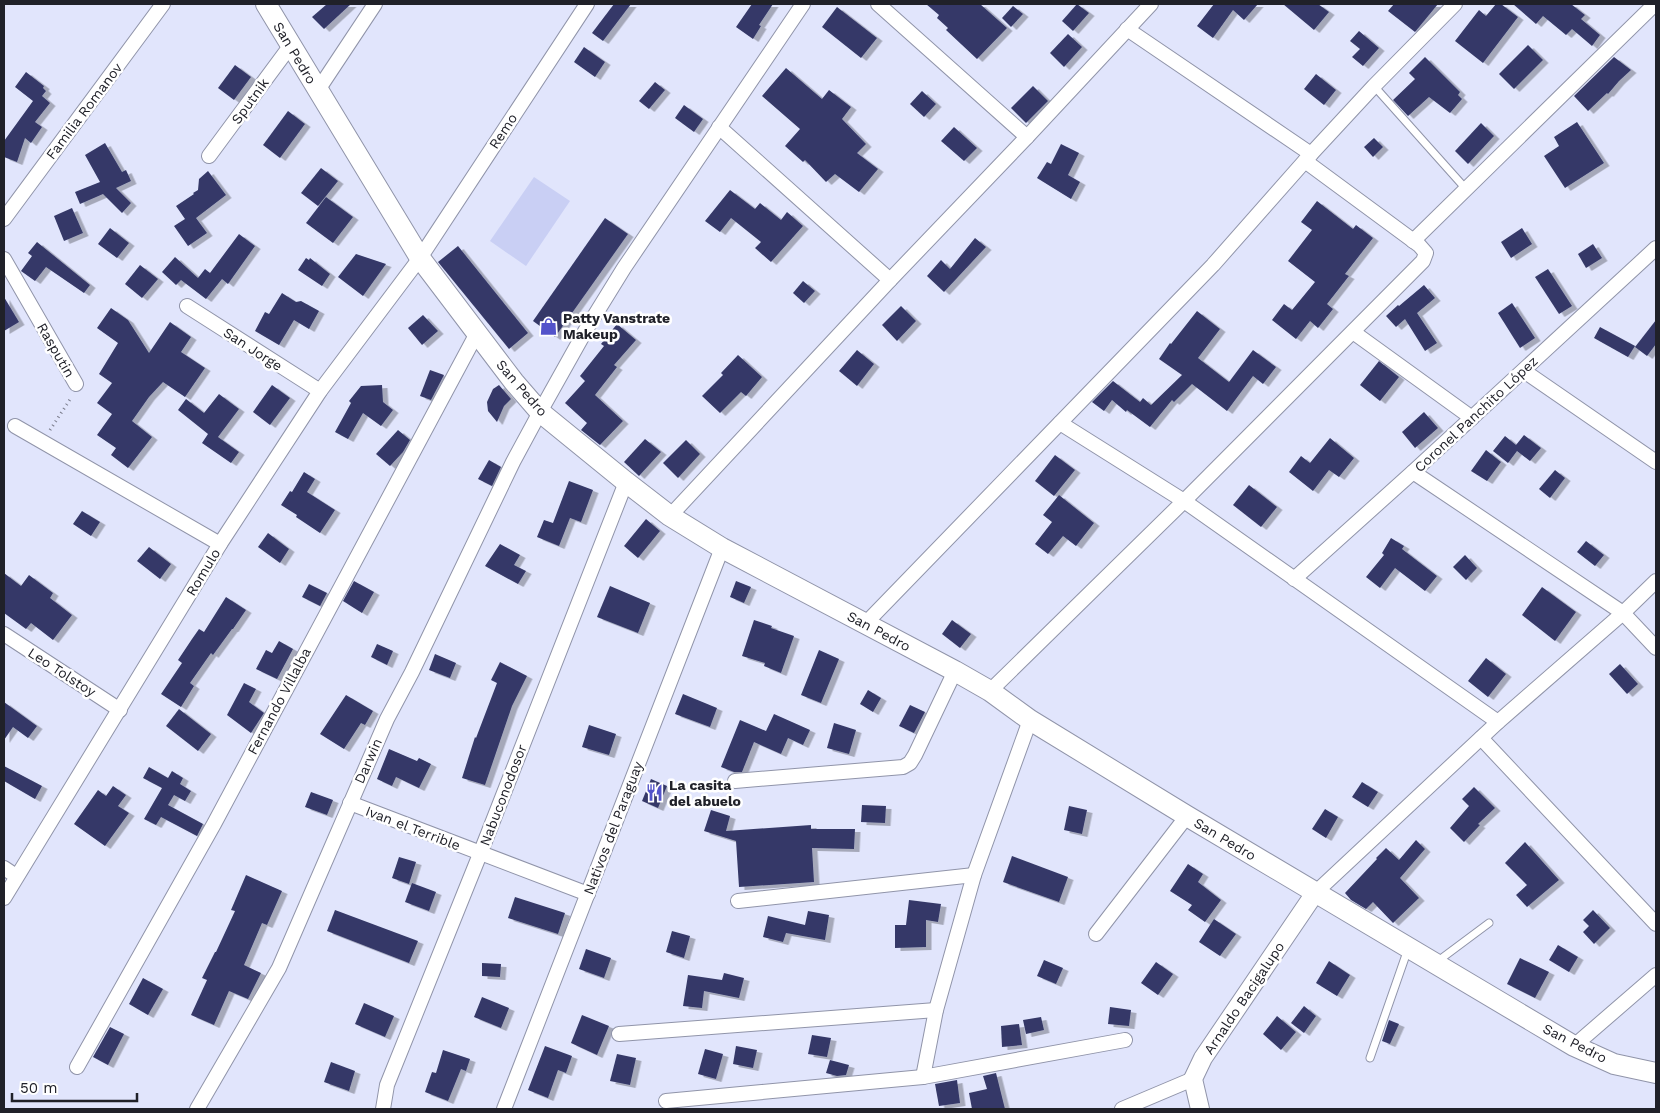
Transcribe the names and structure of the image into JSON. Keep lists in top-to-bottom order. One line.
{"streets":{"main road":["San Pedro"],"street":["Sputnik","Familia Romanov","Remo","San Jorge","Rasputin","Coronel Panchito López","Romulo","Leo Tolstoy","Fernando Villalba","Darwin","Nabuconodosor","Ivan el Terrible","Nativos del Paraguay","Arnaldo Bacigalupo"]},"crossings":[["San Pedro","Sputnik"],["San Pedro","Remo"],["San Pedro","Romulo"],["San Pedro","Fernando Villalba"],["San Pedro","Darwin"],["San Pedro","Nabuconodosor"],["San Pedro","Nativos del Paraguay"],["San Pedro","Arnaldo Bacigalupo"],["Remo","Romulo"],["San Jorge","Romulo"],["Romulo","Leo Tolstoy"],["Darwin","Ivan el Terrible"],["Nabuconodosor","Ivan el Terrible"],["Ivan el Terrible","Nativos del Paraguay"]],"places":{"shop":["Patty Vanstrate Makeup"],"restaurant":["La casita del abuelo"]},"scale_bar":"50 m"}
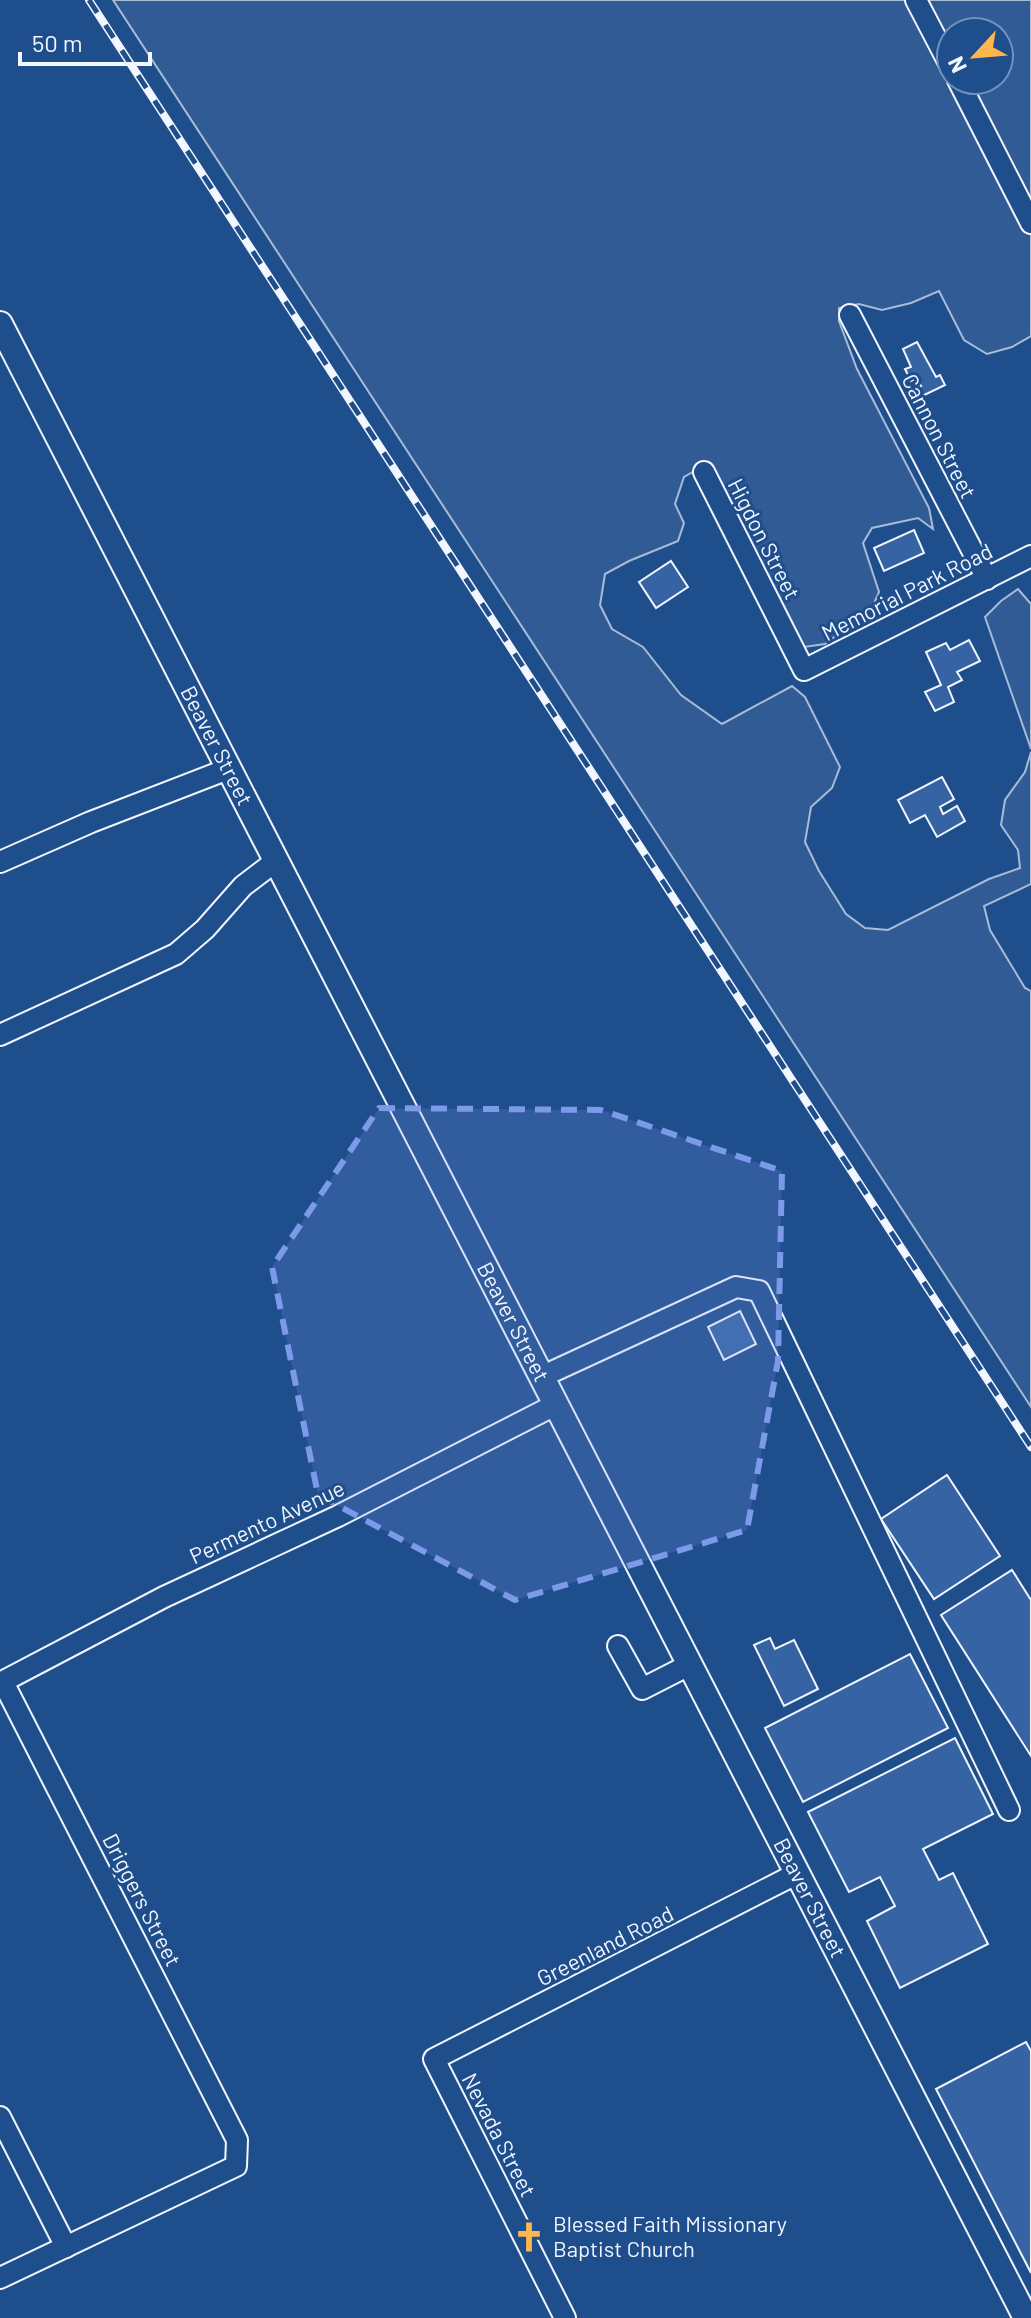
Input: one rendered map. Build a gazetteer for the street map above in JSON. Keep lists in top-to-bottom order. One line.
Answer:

▶ [Problem]:
Transcribe each line above verbatim, with the pictures left out.

▶ [Answer]:
Transcribe the names and structure of the image into JSON. Keep lists in top-to-bottom order. One line.
{"streets":{"main road":["San Pedro"],"street":["Sputnik","Familia Romanov","Remo","San Jorge","Rasputin","Coronel Panchito López","Romulo","Leo Tolstoy","Fernando Villalba","Darwin","Nabuconodosor","Ivan el Terrible","Nativos del Paraguay","Arnaldo Bacigalupo"]},"crossings":[["San Pedro","Sputnik"],["San Pedro","Remo"],["San Pedro","Romulo"],["San Pedro","Fernando Villalba"],["San Pedro","Darwin"],["San Pedro","Nabuconodosor"],["San Pedro","Nativos del Paraguay"],["San Pedro","Arnaldo Bacigalupo"],["Remo","Romulo"],["San Jorge","Romulo"],["Romulo","Leo Tolstoy"],["Darwin","Ivan el Terrible"],["Nabuconodosor","Ivan el Terrible"],["Ivan el Terrible","Nativos del Paraguay"]],"places":{"shop":["Patty Vanstrate Makeup"],"restaurant":["La casita del abuelo"]},"scale_bar":"50 m"}
Input: one rendered map. Build a gazetteer for the street map above in JSON. Keep lists in top-to-bottom order. One line.
Answer:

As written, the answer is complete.